• _Directions for this task_: Please begin with the line containing "Task: Serialize what" and reproduce each line exactly until the records below end, without any pictures.

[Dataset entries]
Segment Open

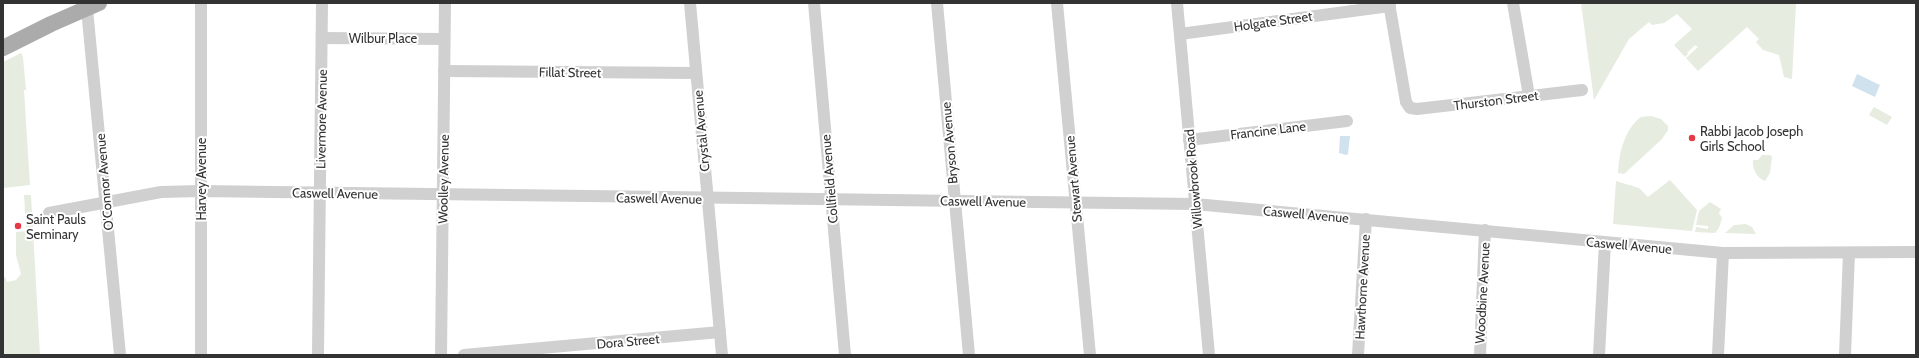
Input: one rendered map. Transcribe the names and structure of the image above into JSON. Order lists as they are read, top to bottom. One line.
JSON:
{"streets":{"street":["Holgate Street","Wilbur Place","Fillat Street","Thurston Street","Livermore Avenue","Francine Lane","Crystal Avenue","Bryson Avenue","Harvey Avenue","Woolley Avenue","Collfield Avenue","Stewart Avenue","Willowbrook Road","O'Connor Avenue","Caswell Avenue","Hawthorne Avenue","Woodbine Avenue","Dora Street"]},"crossings":[["Holgate Street","Thurston Street"],["Holgate Street","Willowbrook Road"],["Wilbur Place","Livermore Avenue"],["Wilbur Place","Woolley Avenue"],["Fillat Street","Crystal Avenue"],["Fillat Street","Woolley Avenue"],["Livermore Avenue","Caswell Avenue"],["Francine Lane","Willowbrook Road"],["Crystal Avenue","Caswell Avenue"],["Crystal Avenue","Dora Street"],["Bryson Avenue","Caswell Avenue"],["Harvey Avenue","Caswell Avenue"],["Woolley Avenue","Caswell Avenue"],["Collfield Avenue","Caswell Avenue"],["Stewart Avenue","Caswell Avenue"],["Willowbrook Road","Caswell Avenue"],["O'Connor Avenue","Caswell Avenue"],["Caswell Avenue","Hawthorne Avenue"],["Caswell Avenue","Woodbine Avenue"]],"places":["Rabbi Jacob Joseph Girls School","Saint Pauls Seminary"]}
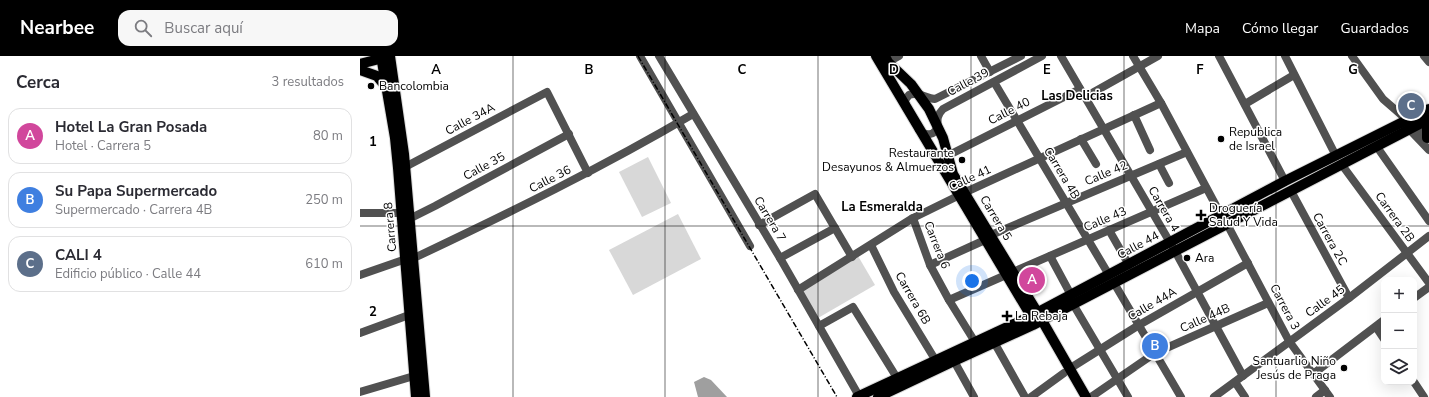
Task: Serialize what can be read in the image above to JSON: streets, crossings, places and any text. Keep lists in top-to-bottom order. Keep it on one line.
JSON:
{"streets":{"main road":["Carrera 5","Carrera 8","Calle 44"],"street":["Calle 39","Calle 40","Calle 34A","Calle 35","Carrera 4B","Calle 42","Calle 41","Calle 36","Carrera 4","Carrera 2B","Carrera 7","Calle 43","Carrera 2C","Carrera 6","Carrera 6B","Calle 45","Calle 44A","Carrera 3","Calle 44B"]},"crossings":[["Calle 39","Carrera 4B"],["Calle 39","Carrera 5"],["Calle 40","Carrera 4B"],["Calle 40","Carrera 4"],["Calle 40","Carrera 5"],["Calle 34A","Calle 35"],["Calle 34A","Carrera 8"],["Calle 35","Carrera 8"],["Carrera 4B","Calle 42"],["Carrera 4B","Calle 41"],["Carrera 4B","Calle 43"],["Carrera 4B","Calle 44"],["Carrera 4B","Calle 44A"],["Carrera 4B","Calle 44B"],["Calle 42","Carrera 4"],["Calle 42","Carrera 5"],["Calle 42","Carrera 6"],["Calle 41","Carrera 4"],["Calle 41","Carrera 5"],["Calle 41","Carrera 7"],["Calle 41","Carrera 6"],["Calle 41","Carrera 6B"],["Calle 36","Carrera 7"],["Calle 36","Carrera 8"],["Carrera 4","Calle 43"],["Carrera 4","Calle 44"],["Carrera 4","Calle 45"],["Carrera 4","Calle 44A"],["Carrera 4","Calle 44B"],["Carrera 2B","Calle 44"],["Carrera 2B","Calle 45"],["Carrera 5","Calle 43"],["Carrera 5","Calle 44"],["Carrera 5","Calle 44A"],["Carrera 7","Calle 44"],["Calle 43","Carrera 6"],["Carrera 2C","Calle 44"],["Carrera 2C","Calle 45"],["Carrera 6","Calle 44"],["Calle 44","Carrera 6B"],["Calle 44","Carrera 3"],["Calle 45","Carrera 3"],["Calle 44A","Carrera 3"],["Carrera 3","Calle 44B"]],"districts":["Las Delicias","La Esmeralda"],"places":{"other":["Bancolombia","Republica de Israel","Restaurante Desayunos & Almuerzos","Ara","Santuarlio Niño Jesús de Praga"],"health":["Droguería Salud Y Vida","La Rebaja"]},"page":{"header":"Nearbee","search":"Buscar aquí","nav":["Mapa","Cómo llegar","Guardados"],"heading":["Cerca","3 resultados"],"pins":["C","A","B"],"list":[{"mark":"A","name":"Hotel La Gran Posada","note":"Hotel · Carrera 5","value":"80 m"},{"mark":"B","name":"Su Papa Supermercado","note":"Supermercado · Carrera 4B","value":"250 m"},{"mark":"C","name":"CALI 4","note":"Edificio público · Calle 44","value":"610 m"}],"map_buttons":["+","−"]},"grid":{"columns":["A","B","C","D","E","F","G"],"rows":["1","2"]}}
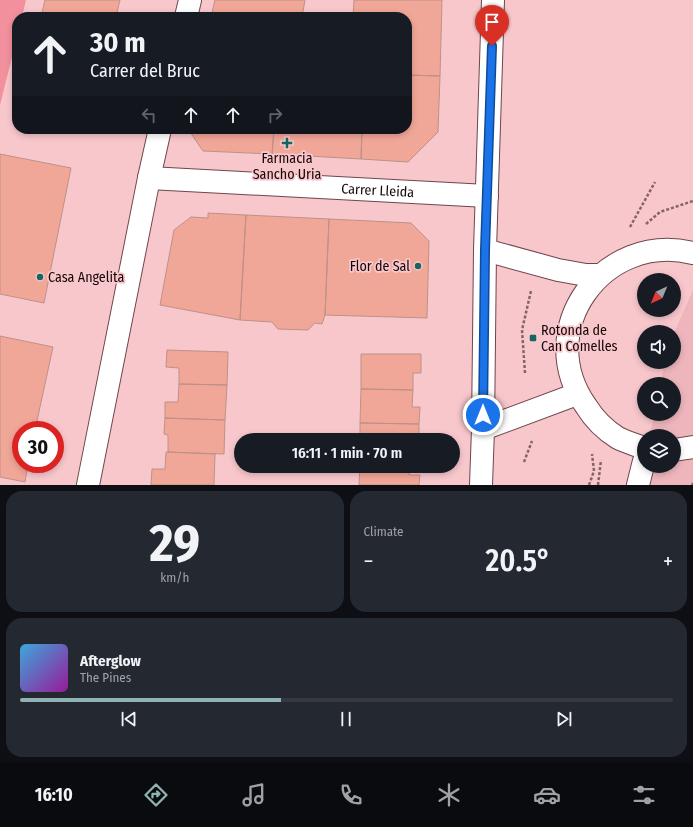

Segment Closed

• _Answer section_:
Task: Serialize what can be read in the image above to JSON: streets, crossings, places and any text. Keep lists in top-to-bottom order. Keep it on one line.
JSON:
{"streets":{"main road":["Carrera 5","Carrera 8","Calle 44"],"street":["Calle 39","Calle 40","Calle 34A","Calle 35","Carrera 4B","Calle 42","Calle 41","Calle 36","Carrera 4","Carrera 2B","Carrera 7","Calle 43","Carrera 2C","Carrera 6","Carrera 6B","Calle 45","Calle 44A","Carrera 3","Calle 44B"]},"crossings":[["Calle 39","Carrera 4B"],["Calle 39","Carrera 5"],["Calle 40","Carrera 4B"],["Calle 40","Carrera 4"],["Calle 40","Carrera 5"],["Calle 34A","Calle 35"],["Calle 34A","Carrera 8"],["Calle 35","Carrera 8"],["Carrera 4B","Calle 42"],["Carrera 4B","Calle 41"],["Carrera 4B","Calle 43"],["Carrera 4B","Calle 44"],["Carrera 4B","Calle 44A"],["Carrera 4B","Calle 44B"],["Calle 42","Carrera 4"],["Calle 42","Carrera 5"],["Calle 42","Carrera 6"],["Calle 41","Carrera 4"],["Calle 41","Carrera 5"],["Calle 41","Carrera 7"],["Calle 41","Carrera 6"],["Calle 41","Carrera 6B"],["Calle 36","Carrera 7"],["Calle 36","Carrera 8"],["Carrera 4","Calle 43"],["Carrera 4","Calle 44"],["Carrera 4","Calle 45"],["Carrera 4","Calle 44A"],["Carrera 4","Calle 44B"],["Carrera 2B","Calle 44"],["Carrera 2B","Calle 45"],["Carrera 5","Calle 43"],["Carrera 5","Calle 44"],["Carrera 5","Calle 44A"],["Carrera 7","Calle 44"],["Calle 43","Carrera 6"],["Carrera 2C","Calle 44"],["Carrera 2C","Calle 45"],["Carrera 6","Calle 44"],["Calle 44","Carrera 6B"],["Calle 44","Carrera 3"],["Calle 45","Carrera 3"],["Calle 44A","Carrera 3"],["Carrera 3","Calle 44B"]],"districts":["Las Delicias","La Esmeralda"],"places":{"other":["Bancolombia","Republica de Israel","Restaurante Desayunos & Almuerzos","Ara","Santuarlio Niño Jesús de Praga"],"health":["Droguería Salud Y Vida","La Rebaja"]},"page":{"header":"Nearbee","search":"Buscar aquí","nav":["Mapa","Cómo llegar","Guardados"],"heading":["Cerca","3 resultados"],"pins":["C","A","B"],"list":[{"mark":"A","name":"Hotel La Gran Posada","note":"Hotel · Carrera 5","value":"80 m"},{"mark":"B","name":"Su Papa Supermercado","note":"Supermercado · Carrera 4B","value":"250 m"},{"mark":"C","name":"CALI 4","note":"Edificio público · Calle 44","value":"610 m"}],"map_buttons":["+","−"]},"grid":{"columns":["A","B","C","D","E","F","G"],"rows":["1","2"]}}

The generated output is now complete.